If Europe develops its shale gas resources, it will likely take its sweet time about it, according to a new report from Ernst and Young Global Ltd.

“The impact of shale gas is unlikely to be transformational for the European energy market as a whole, but it could prove to be significant for individual countries by helping reduce their dependence on imports,” the major accounting firm said in a recent report on European shale.

As opposed to the “revolution” that has upended North American markets in recent years, Europe will likely experience an “evolution” slowed by uncertain geology, limited infrastructure, competing supply sources, public skepticism about the safety of shale and regulatory standards.

Europe holds 10% of the global shale gas reserves, according to U.S. Energy Information Administration estimates based on limited exploration to date, but attitudes about the resource vary (see NGI, April 11). Poland, thought to hold the largest reserves, is moving ahead on pilot projects, while France, most likely a close second, recently banned hydraulic fracturing. Although Europe is not producing from shale yet, at least 16 countries are believed to hold reserves, and exploration is currently under way in Austria, England, Germany, Hungary, Ireland, Poland and Sweden.
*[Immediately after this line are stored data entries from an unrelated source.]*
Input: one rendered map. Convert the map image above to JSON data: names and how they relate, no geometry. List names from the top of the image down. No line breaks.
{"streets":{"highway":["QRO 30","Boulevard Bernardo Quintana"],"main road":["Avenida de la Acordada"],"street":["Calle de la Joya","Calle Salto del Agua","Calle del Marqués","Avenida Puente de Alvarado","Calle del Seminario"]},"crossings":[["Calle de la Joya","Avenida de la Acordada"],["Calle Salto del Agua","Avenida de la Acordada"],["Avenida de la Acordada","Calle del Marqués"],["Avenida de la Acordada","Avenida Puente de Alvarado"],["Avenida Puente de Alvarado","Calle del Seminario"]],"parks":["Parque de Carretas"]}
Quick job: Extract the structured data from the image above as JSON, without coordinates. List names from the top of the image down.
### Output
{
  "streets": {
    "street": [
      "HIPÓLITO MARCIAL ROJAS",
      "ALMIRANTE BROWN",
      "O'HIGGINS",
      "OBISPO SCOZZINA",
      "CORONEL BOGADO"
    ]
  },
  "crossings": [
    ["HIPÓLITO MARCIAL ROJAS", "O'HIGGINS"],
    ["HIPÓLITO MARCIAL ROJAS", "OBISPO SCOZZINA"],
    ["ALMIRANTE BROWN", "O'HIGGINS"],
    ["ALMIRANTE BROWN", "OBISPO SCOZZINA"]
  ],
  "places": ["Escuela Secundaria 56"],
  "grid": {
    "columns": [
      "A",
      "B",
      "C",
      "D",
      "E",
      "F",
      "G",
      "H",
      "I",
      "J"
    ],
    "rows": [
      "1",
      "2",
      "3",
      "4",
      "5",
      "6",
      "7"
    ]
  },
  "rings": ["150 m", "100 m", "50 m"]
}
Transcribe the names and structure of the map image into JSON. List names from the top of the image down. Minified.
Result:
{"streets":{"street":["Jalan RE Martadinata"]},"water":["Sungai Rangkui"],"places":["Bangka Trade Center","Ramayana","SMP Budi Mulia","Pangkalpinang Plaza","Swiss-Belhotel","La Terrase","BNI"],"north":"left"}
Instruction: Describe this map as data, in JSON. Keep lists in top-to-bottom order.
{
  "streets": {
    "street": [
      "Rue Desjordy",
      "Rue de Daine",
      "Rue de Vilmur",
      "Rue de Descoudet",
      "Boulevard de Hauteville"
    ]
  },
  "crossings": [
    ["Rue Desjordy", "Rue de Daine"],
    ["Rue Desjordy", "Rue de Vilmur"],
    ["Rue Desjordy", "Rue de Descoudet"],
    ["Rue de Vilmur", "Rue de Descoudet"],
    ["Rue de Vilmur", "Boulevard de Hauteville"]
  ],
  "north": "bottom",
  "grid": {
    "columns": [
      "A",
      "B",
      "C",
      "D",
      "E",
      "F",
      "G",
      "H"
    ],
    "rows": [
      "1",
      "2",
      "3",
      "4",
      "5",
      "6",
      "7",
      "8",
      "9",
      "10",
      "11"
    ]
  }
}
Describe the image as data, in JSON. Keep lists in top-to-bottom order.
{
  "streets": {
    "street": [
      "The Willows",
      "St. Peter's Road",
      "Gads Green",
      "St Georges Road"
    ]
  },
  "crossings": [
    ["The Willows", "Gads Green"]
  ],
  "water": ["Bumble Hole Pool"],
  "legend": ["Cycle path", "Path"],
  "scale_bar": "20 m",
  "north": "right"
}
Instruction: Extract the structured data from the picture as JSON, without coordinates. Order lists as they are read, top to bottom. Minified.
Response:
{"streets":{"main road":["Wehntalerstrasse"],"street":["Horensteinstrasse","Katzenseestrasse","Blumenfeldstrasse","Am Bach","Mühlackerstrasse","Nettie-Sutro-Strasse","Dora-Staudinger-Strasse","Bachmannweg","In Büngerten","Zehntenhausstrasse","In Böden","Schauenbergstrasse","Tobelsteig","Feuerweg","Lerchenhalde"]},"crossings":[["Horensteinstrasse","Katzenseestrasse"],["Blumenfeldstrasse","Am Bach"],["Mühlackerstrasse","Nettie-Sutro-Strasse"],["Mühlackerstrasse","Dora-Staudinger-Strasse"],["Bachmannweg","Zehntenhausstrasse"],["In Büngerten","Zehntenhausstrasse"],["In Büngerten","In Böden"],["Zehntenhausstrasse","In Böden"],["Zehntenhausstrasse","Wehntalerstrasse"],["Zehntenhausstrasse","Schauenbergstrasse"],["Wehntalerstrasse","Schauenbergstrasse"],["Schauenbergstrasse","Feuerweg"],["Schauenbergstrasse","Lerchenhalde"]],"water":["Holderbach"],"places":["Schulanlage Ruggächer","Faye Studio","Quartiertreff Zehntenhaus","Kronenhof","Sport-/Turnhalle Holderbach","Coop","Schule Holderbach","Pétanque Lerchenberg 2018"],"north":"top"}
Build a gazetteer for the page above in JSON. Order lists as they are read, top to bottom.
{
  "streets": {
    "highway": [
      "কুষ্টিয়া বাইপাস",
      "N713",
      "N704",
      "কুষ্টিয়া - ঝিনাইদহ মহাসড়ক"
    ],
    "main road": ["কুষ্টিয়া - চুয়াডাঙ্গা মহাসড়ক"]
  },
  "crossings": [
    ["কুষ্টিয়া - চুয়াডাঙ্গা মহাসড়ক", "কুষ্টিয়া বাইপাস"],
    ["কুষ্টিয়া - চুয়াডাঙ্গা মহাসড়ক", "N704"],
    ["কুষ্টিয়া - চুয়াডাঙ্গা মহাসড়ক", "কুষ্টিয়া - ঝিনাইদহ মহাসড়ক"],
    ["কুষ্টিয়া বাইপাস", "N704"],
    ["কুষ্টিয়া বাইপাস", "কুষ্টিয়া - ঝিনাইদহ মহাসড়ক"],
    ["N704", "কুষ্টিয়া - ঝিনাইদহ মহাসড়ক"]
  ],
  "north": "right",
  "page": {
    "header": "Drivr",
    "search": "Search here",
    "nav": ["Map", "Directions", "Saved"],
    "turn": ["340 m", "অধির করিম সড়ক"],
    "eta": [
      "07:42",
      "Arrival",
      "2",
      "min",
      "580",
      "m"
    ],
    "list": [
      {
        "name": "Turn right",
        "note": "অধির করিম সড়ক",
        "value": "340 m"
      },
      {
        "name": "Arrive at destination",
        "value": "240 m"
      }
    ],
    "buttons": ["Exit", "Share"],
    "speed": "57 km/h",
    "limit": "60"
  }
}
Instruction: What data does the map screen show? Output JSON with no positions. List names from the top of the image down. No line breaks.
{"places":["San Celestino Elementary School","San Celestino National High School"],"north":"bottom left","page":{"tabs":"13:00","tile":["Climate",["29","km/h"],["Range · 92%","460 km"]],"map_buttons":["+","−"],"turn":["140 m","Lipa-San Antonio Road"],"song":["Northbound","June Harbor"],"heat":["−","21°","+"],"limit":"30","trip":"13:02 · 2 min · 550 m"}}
Because regional geology is so central to development, that work cannot easily piggyback on North American efforts, meaning “a step change in exploration and appraisal drilling activity will be required to gain a better understanding of the resource potential in Europe,” the report said.

Without a better geologic understanding, European shale could be twice as expensive to produce as U.S. shale, according to the International Energy Agency, but “even with the higher development costs, the relatively higher gas prices that can be realized in Europe mean that shale gas projects in Europe could still be economical,” according to Ernst and Young. That price gap comes primarily from the oil-indexed pricing prevalent across the continent and with most supplies coming from those contracts, “any fall in gas prices resulting from the build-up of shale gas production in Europe would not be as dramatic as in the U.S.,” the report predicted.

On the other hand, because some of the liquified natural gas shipments being diverted to Europe from gas-rich North America are trading below oil-indexed contracts, “the installation of additional LNG import capacity in Europe could reduce the need for significant volumes of additional gas from shale deposits in many countries,” the report concluded.

Perhaps the largest obstacle in Europe, as in the U.S., is public acceptance, according to the report. In addition to the subsurface environmental concerns common here, Europe could face surface challenges as operators attempt to find space to work in the densely populated continent.

“Governments need to promote public confidence in the regulation of shale gas activity, and operators need to demonstrate that their operation are properly managed and sustainable,” the report concluded.

The idea that European shale could impact individual countries more than the region as a whole is evident in the variety of public opinions.

While some Bulgarians are currently protesting shale permits, a survey from the Polish Center for Public Opinion Research found that 74% of Poles supported shale exploration in their country (although respondents showed considerably less support for exploration near residential areas, and notable concerns about the environmental and healthy safety of shale).

“The European public will be waiting for the results of U.S. studies on the environmental impact of shale gas production to emerge before fully accepting its development in their own countries,” the report found.